Many protesters interviewed agree that some Black Block militants may
have been hiding inside the school. But they say that if present, these
militants were a minority and didn't advertise their affiliation.
Possible Motive
Local government officials say the center of the Black Block was
elsewhere. According to Marta Vincenzi, governor of the Genoa province,
200 to 300 militants had kicked nonviolent demonstrators out of a
province-owned gym next to the Martin Luther King High School in the
evening of July 19, breaking school furniture inside to fashion weapons.
Ms. Vincenzi and other provincial officials say they repeatedly called
police with requests to intervene, to no avail. Ms. Vincenzi theorizes
that in their raid at Diaz, "police tried to offset their initial excess
of tolerance with an excess of vendetta" at the school.
Material seized in the raid suggests the police missed their mark.
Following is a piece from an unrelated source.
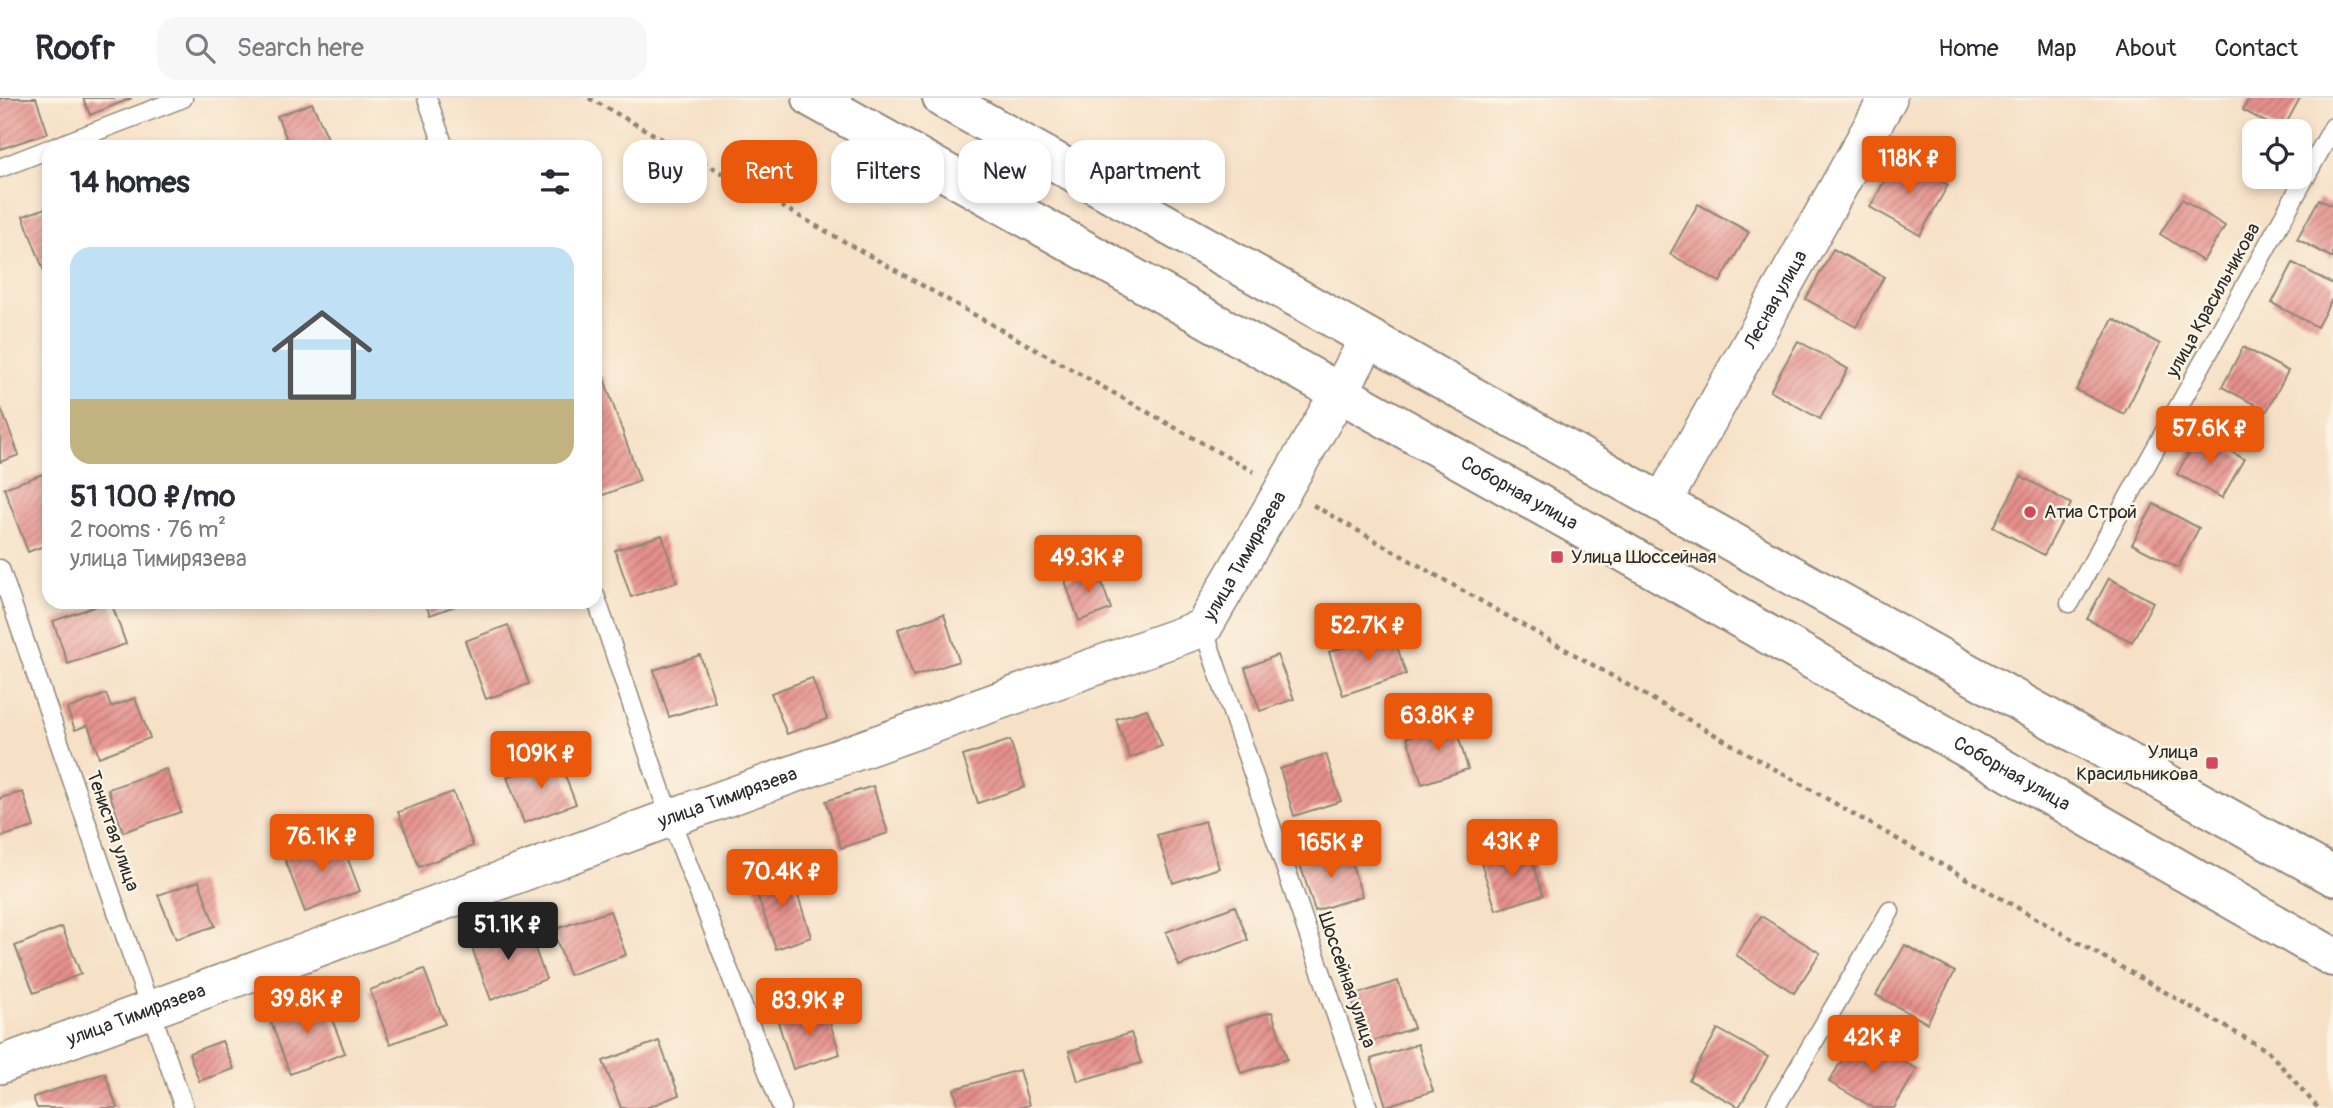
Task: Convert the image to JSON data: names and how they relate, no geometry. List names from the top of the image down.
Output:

The
police report said the school "was a place dedicated to the strategic
planning and material manufacturing, by all persons present inside, of
instruments to attack police forces." The chief evidence was two wine
bottles filled with flammable liquid plus hammers and nails taken from
the construction site on school premises. In addition, the police say
they confiscated 17 cameras, 13 swimming goggles, 10 Swiss army knives,
four spent tear-gas shells, three cellular phones, two thermos bottles
and a bottle of suntan lotion. The charges were presented to a team of
judges who decided to free all but one detainee.
Ms. Heigl was released on Wednesday evening. The police initially
decreed that she and the other 77 foreign detainees would be expelled
from Italy and barred for five years, but Italy later said the ban
didn't apply to EU citizens. Ms. Heigl's parents, who had driven to
Genoa to find their daughter, followed the police truck that carried her
and about 30 others to the Austrian border. There, those released were
put on a train to Munich.
Ms. Heigl now will resume work on her master's degree. Earlier this
year, she visited Peru to collect material for a thesis on the collapse
of democracy under Alberto Fujimori. She says her experience in Genoa
has given her a new appreciation of the fragility of civil liberties: "I
realize now I didn't have to go all the way to Peru to do my studies."
-- Alessandra Pugliese contributed to this article.